— Required work —
An exact copy of all the data is required.

[Excerpts from a dataset]
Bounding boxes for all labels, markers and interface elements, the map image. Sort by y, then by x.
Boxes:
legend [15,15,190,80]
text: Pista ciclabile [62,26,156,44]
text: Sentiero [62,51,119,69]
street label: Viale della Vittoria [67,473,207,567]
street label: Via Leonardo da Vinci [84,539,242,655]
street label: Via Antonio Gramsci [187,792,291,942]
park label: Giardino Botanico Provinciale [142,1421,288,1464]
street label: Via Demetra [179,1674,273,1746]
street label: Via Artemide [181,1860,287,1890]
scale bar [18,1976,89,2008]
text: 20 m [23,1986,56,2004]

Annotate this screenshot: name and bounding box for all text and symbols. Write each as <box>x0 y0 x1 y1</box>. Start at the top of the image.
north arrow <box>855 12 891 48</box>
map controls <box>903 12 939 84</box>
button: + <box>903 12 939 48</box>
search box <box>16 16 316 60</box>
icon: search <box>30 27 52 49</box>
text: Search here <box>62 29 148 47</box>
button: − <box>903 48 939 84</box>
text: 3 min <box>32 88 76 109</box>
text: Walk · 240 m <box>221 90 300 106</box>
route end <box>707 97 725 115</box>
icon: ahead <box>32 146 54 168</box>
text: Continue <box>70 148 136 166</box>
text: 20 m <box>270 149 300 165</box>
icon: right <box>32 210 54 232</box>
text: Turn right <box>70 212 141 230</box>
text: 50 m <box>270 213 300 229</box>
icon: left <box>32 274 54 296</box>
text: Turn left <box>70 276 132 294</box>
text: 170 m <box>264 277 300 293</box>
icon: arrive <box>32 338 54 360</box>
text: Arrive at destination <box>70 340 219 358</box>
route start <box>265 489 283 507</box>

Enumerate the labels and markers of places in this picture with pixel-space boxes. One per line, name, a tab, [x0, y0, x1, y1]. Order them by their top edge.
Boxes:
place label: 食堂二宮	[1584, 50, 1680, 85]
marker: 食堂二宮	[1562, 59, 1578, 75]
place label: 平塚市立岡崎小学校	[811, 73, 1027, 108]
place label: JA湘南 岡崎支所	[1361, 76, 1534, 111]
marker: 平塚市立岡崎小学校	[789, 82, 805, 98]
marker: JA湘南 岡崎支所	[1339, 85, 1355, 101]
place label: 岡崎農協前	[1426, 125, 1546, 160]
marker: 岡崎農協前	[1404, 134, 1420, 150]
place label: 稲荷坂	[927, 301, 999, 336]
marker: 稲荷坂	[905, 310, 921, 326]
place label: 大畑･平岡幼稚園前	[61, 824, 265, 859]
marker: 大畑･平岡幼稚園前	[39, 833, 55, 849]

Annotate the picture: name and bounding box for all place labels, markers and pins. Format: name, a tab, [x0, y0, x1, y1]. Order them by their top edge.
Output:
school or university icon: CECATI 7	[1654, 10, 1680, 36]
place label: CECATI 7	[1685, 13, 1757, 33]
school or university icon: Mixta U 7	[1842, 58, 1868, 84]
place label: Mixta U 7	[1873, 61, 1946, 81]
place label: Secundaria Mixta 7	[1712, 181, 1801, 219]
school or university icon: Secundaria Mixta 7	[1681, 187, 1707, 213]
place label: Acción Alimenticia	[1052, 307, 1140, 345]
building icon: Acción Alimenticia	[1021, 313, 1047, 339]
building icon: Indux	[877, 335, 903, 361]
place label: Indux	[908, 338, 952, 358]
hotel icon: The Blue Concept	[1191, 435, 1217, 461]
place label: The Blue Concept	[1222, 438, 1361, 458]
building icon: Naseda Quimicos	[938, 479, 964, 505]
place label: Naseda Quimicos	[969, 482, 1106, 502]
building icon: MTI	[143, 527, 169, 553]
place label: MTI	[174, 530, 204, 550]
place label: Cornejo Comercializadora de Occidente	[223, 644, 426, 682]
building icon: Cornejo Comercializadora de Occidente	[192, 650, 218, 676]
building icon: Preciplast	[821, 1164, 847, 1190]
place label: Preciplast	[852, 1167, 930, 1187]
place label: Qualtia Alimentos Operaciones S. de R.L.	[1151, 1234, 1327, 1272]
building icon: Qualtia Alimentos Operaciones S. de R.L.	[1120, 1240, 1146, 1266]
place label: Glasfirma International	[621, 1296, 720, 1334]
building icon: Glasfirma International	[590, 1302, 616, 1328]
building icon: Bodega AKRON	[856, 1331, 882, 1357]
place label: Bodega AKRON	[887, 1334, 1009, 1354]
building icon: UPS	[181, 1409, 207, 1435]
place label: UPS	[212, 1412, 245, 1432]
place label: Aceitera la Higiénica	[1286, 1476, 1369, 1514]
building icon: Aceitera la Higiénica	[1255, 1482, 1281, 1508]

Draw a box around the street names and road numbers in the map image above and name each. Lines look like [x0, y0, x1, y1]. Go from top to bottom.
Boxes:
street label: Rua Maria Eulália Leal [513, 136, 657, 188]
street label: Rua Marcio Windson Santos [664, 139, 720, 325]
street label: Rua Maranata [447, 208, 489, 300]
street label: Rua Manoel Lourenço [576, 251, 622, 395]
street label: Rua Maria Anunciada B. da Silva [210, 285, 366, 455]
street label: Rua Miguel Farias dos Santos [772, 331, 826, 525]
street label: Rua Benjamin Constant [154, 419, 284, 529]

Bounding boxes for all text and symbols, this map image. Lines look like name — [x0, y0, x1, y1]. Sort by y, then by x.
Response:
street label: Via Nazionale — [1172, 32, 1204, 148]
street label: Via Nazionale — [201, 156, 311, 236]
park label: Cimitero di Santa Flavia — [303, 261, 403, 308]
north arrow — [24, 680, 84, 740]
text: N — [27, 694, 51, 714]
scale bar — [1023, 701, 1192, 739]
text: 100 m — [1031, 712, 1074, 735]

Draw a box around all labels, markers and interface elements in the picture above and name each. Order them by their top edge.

— Finished exercise —
Bounding boxes for all labels, markers and interface elements, the map image. Sort by y, then by x.
Boxes:
legend [15,15,190,80]
text: Pista ciclabile [62,26,156,44]
text: Sentiero [62,51,119,69]
street label: Viale della Vittoria [67,473,207,567]
street label: Via Leonardo da Vinci [84,539,242,655]
street label: Via Antonio Gramsci [187,792,291,942]
park label: Giardino Botanico Provinciale [142,1421,288,1464]
street label: Via Demetra [179,1674,273,1746]
street label: Via Artemide [181,1860,287,1890]
scale bar [18,1976,89,2008]
text: 20 m [23,1986,56,2004]

Annotate this screenshot: name and bounding box for all text and symbols. Write each as <box>x0 y0 x1 y1</box>. Start at the top of the image.
north arrow <box>855 12 891 48</box>
map controls <box>903 12 939 84</box>
button: + <box>903 12 939 48</box>
search box <box>16 16 316 60</box>
icon: search <box>30 27 52 49</box>
text: Search here <box>62 29 148 47</box>
button: − <box>903 48 939 84</box>
text: 3 min <box>32 88 76 109</box>
text: Walk · 240 m <box>221 90 300 106</box>
route end <box>707 97 725 115</box>
icon: ahead <box>32 146 54 168</box>
text: Continue <box>70 148 136 166</box>
text: 20 m <box>270 149 300 165</box>
icon: right <box>32 210 54 232</box>
text: Turn right <box>70 212 141 230</box>
text: 50 m <box>270 213 300 229</box>
icon: left <box>32 274 54 296</box>
text: Turn left <box>70 276 132 294</box>
text: 170 m <box>264 277 300 293</box>
icon: arrive <box>32 338 54 360</box>
text: Arrive at destination <box>70 340 219 358</box>
route start <box>265 489 283 507</box>

Enumerate the labels and markers of places in this picture with pixel-space boxes. One per line, name, a tab, [x0, y0, x1, y1]. Order them by their top edge.
Boxes:
place label: 食堂二宮	[1584, 50, 1680, 85]
marker: 食堂二宮	[1562, 59, 1578, 75]
place label: 平塚市立岡崎小学校	[811, 73, 1027, 108]
place label: JA湘南 岡崎支所	[1361, 76, 1534, 111]
marker: 平塚市立岡崎小学校	[789, 82, 805, 98]
marker: JA湘南 岡崎支所	[1339, 85, 1355, 101]
place label: 岡崎農協前	[1426, 125, 1546, 160]
marker: 岡崎農協前	[1404, 134, 1420, 150]
place label: 稲荷坂	[927, 301, 999, 336]
marker: 稲荷坂	[905, 310, 921, 326]
place label: 大畑･平岡幼稚園前	[61, 824, 265, 859]
marker: 大畑･平岡幼稚園前	[39, 833, 55, 849]

Annotate the picture: name and bounding box for all place labels, markers and pins. Format: name, a tab, [x0, y0, x1, y1]. Order them by their top edge.
Output:
school or university icon: CECATI 7	[1654, 10, 1680, 36]
place label: CECATI 7	[1685, 13, 1757, 33]
school or university icon: Mixta U 7	[1842, 58, 1868, 84]
place label: Mixta U 7	[1873, 61, 1946, 81]
place label: Secundaria Mixta 7	[1712, 181, 1801, 219]
school or university icon: Secundaria Mixta 7	[1681, 187, 1707, 213]
place label: Acción Alimenticia	[1052, 307, 1140, 345]
building icon: Acción Alimenticia	[1021, 313, 1047, 339]
building icon: Indux	[877, 335, 903, 361]
place label: Indux	[908, 338, 952, 358]
hotel icon: The Blue Concept	[1191, 435, 1217, 461]
place label: The Blue Concept	[1222, 438, 1361, 458]
building icon: Naseda Quimicos	[938, 479, 964, 505]
place label: Naseda Quimicos	[969, 482, 1106, 502]
building icon: MTI	[143, 527, 169, 553]
place label: MTI	[174, 530, 204, 550]
place label: Cornejo Comercializadora de Occidente	[223, 644, 426, 682]
building icon: Cornejo Comercializadora de Occidente	[192, 650, 218, 676]
building icon: Preciplast	[821, 1164, 847, 1190]
place label: Preciplast	[852, 1167, 930, 1187]
place label: Qualtia Alimentos Operaciones S. de R.L.	[1151, 1234, 1327, 1272]
building icon: Qualtia Alimentos Operaciones S. de R.L.	[1120, 1240, 1146, 1266]
place label: Glasfirma International	[621, 1296, 720, 1334]
building icon: Glasfirma International	[590, 1302, 616, 1328]
building icon: Bodega AKRON	[856, 1331, 882, 1357]
place label: Bodega AKRON	[887, 1334, 1009, 1354]
building icon: UPS	[181, 1409, 207, 1435]
place label: UPS	[212, 1412, 245, 1432]
place label: Aceitera la Higiénica	[1286, 1476, 1369, 1514]
building icon: Aceitera la Higiénica	[1255, 1482, 1281, 1508]

Draw a box around the street names and road numbers in the map image above and name each. Lines look like [x0, y0, x1, y1]. Go from top to bottom.
Boxes:
street label: Rua Maria Eulália Leal [513, 136, 657, 188]
street label: Rua Marcio Windson Santos [664, 139, 720, 325]
street label: Rua Maranata [447, 208, 489, 300]
street label: Rua Manoel Lourenço [576, 251, 622, 395]
street label: Rua Maria Anunciada B. da Silva [210, 285, 366, 455]
street label: Rua Miguel Farias dos Santos [772, 331, 826, 525]
street label: Rua Benjamin Constant [154, 419, 284, 529]

Bounding boxes for all text and symbols, this map image. Lines look like name — [x0, y0, x1, y1]. Sort by y, then by x.
Response:
street label: Via Nazionale — [1172, 32, 1204, 148]
street label: Via Nazionale — [201, 156, 311, 236]
park label: Cimitero di Santa Flavia — [303, 261, 403, 308]
north arrow — [24, 680, 84, 740]
text: N — [27, 694, 51, 714]
scale bar — [1023, 701, 1192, 739]
text: 100 m — [1031, 712, 1074, 735]

Draw a box around all labels, markers and interface elements in the picture above and name each. Order them by their top edge.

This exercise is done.